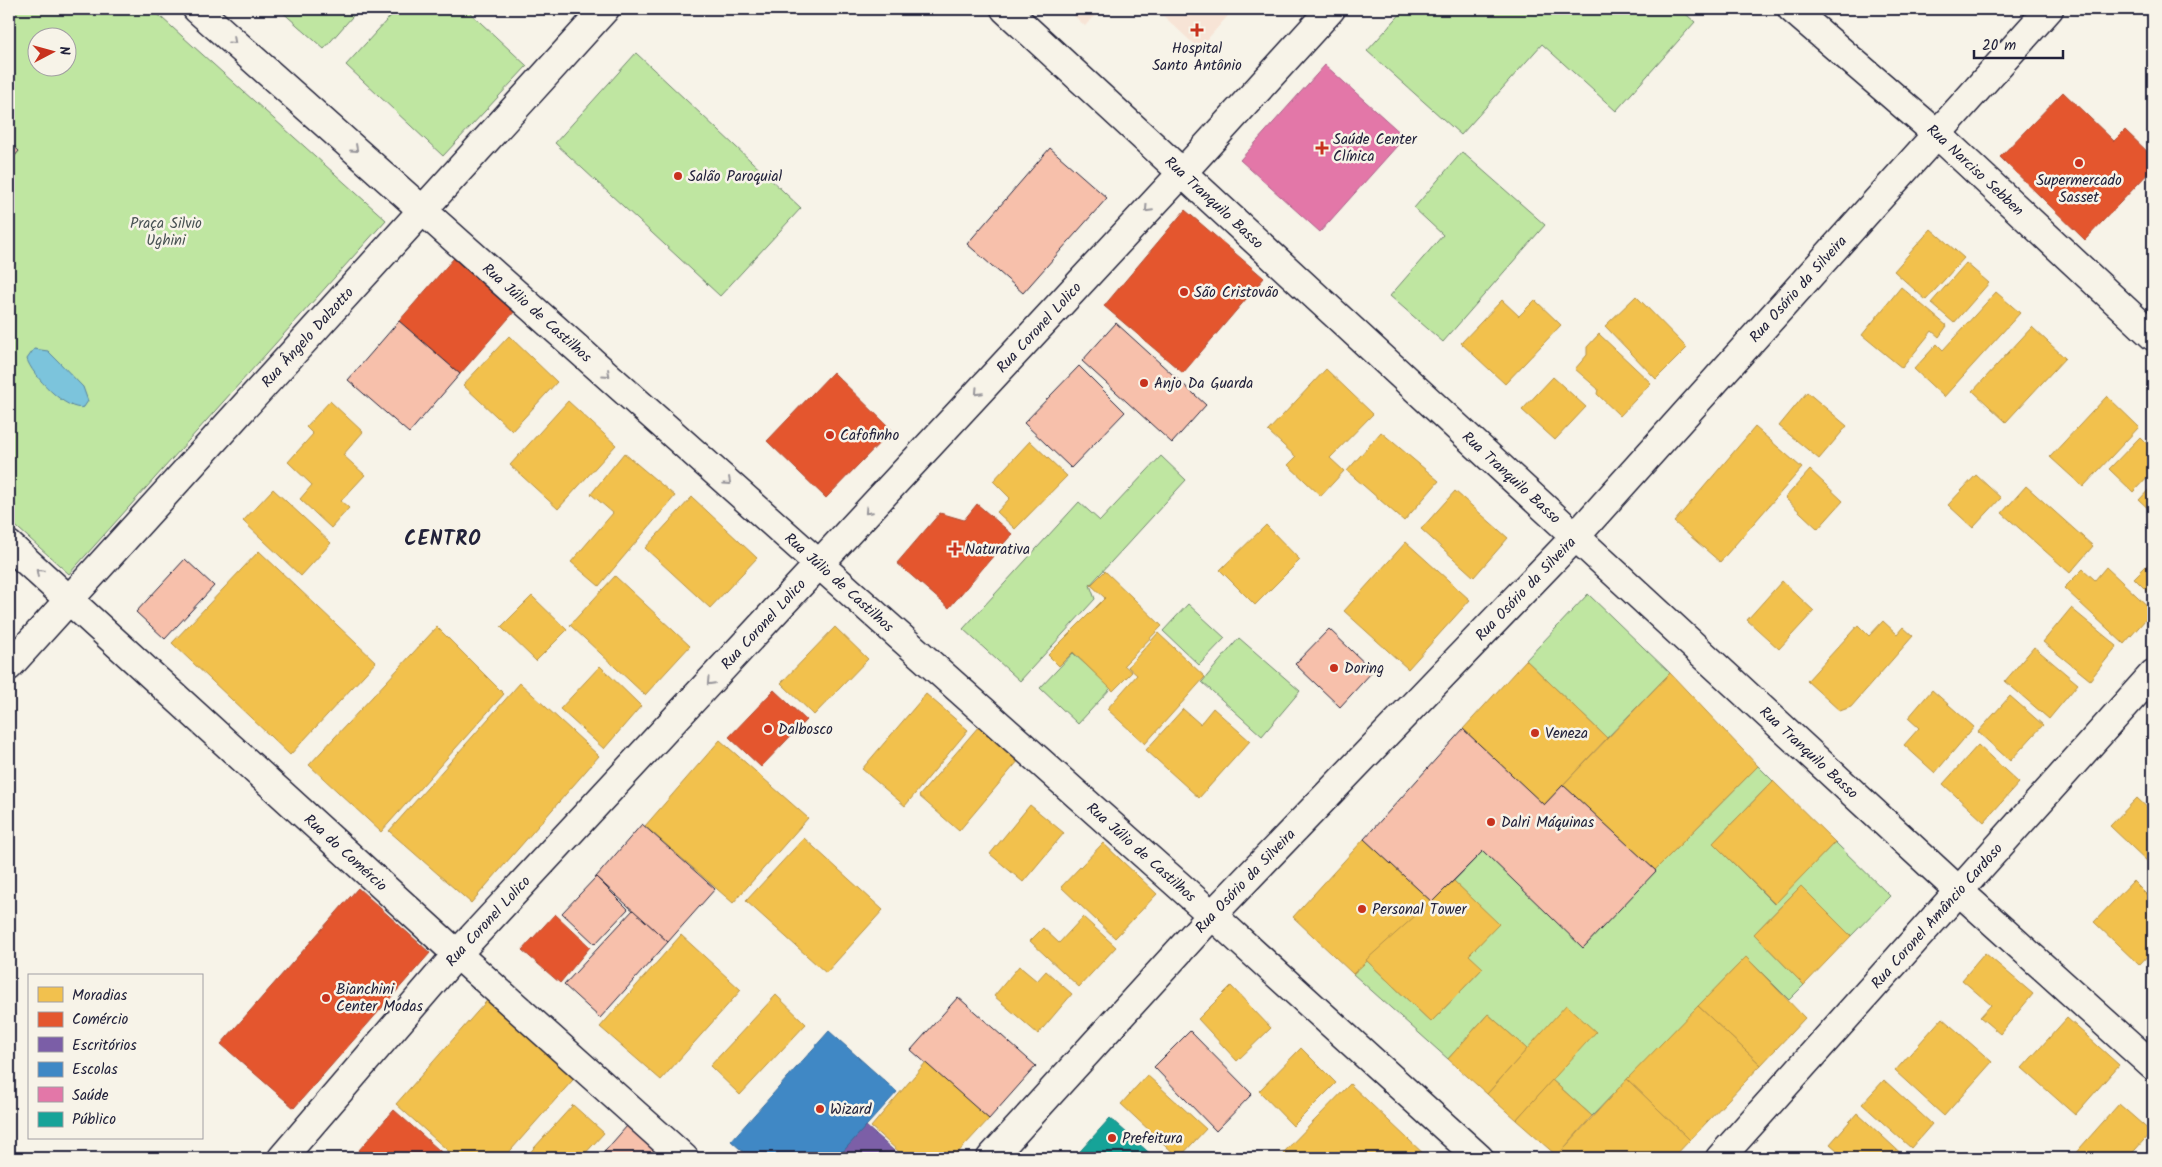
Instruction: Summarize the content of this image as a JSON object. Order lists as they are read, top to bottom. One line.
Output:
{"streets":{"street":["Rua Narciso Sebben","Rua Tranquilo Basso","Rua Osório da Silveira","Rua Júlio de Castilhos","Rua Coronel Lolico","Rua Ângelo Dalzotto","Rua do Comércio","Rua Coronel Amâncio Cardoso"]},"crossings":[["Rua Narciso Sebben","Rua Osório da Silveira"],["Rua Tranquilo Basso","Rua Osório da Silveira"],["Rua Tranquilo Basso","Rua Coronel Lolico"],["Rua Tranquilo Basso","Rua Coronel Amâncio Cardoso"],["Rua Osório da Silveira","Rua Júlio de Castilhos"],["Rua Júlio de Castilhos","Rua Coronel Lolico"],["Rua Júlio de Castilhos","Rua Ângelo Dalzotto"],["Rua Coronel Lolico","Rua do Comércio"],["Rua Ângelo Dalzotto","Rua do Comércio"]],"one_way":["Rua Júlio de Castilhos","Rua Coronel Lolico"],"districts":["CENTRO"],"parks":["Praça Silvio Ughini"],"places":{"health":["Hospital Santo Antônio","Saúde Center Clínica","Naturativa"],"other":["Supermercado Sasset","Salão Paroquial","São Cristovão","Anjo Da Guarda","Cafofinho","Doring","Dalbosco","Veneza","Dalri Máquinas","Personal Tower","Bianchini Center Modas","Wizard","Prefeitura"]},"legend":["Moradias","Comércio","Escritórios","Escolas","Saúde","Público"],"scale_bar":"20 m","north":"right"}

* Exercise directions
With the pictures removed, return the full listing exactly as given.

* Answer for the task
Instruction: Summarize the content of this image as a JSON object. Order lists as they are read, top to bottom. One line.
Output:
{"streets":{"street":["Rua Narciso Sebben","Rua Tranquilo Basso","Rua Osório da Silveira","Rua Júlio de Castilhos","Rua Coronel Lolico","Rua Ângelo Dalzotto","Rua do Comércio","Rua Coronel Amâncio Cardoso"]},"crossings":[["Rua Narciso Sebben","Rua Osório da Silveira"],["Rua Tranquilo Basso","Rua Osório da Silveira"],["Rua Tranquilo Basso","Rua Coronel Lolico"],["Rua Tranquilo Basso","Rua Coronel Amâncio Cardoso"],["Rua Osório da Silveira","Rua Júlio de Castilhos"],["Rua Júlio de Castilhos","Rua Coronel Lolico"],["Rua Júlio de Castilhos","Rua Ângelo Dalzotto"],["Rua Coronel Lolico","Rua do Comércio"],["Rua Ângelo Dalzotto","Rua do Comércio"]],"one_way":["Rua Júlio de Castilhos","Rua Coronel Lolico"],"districts":["CENTRO"],"parks":["Praça Silvio Ughini"],"places":{"health":["Hospital Santo Antônio","Saúde Center Clínica","Naturativa"],"other":["Supermercado Sasset","Salão Paroquial","São Cristovão","Anjo Da Guarda","Cafofinho","Doring","Dalbosco","Veneza","Dalri Máquinas","Personal Tower","Bianchini Center Modas","Wizard","Prefeitura"]},"legend":["Moradias","Comércio","Escritórios","Escolas","Saúde","Público"],"scale_bar":"20 m","north":"right"}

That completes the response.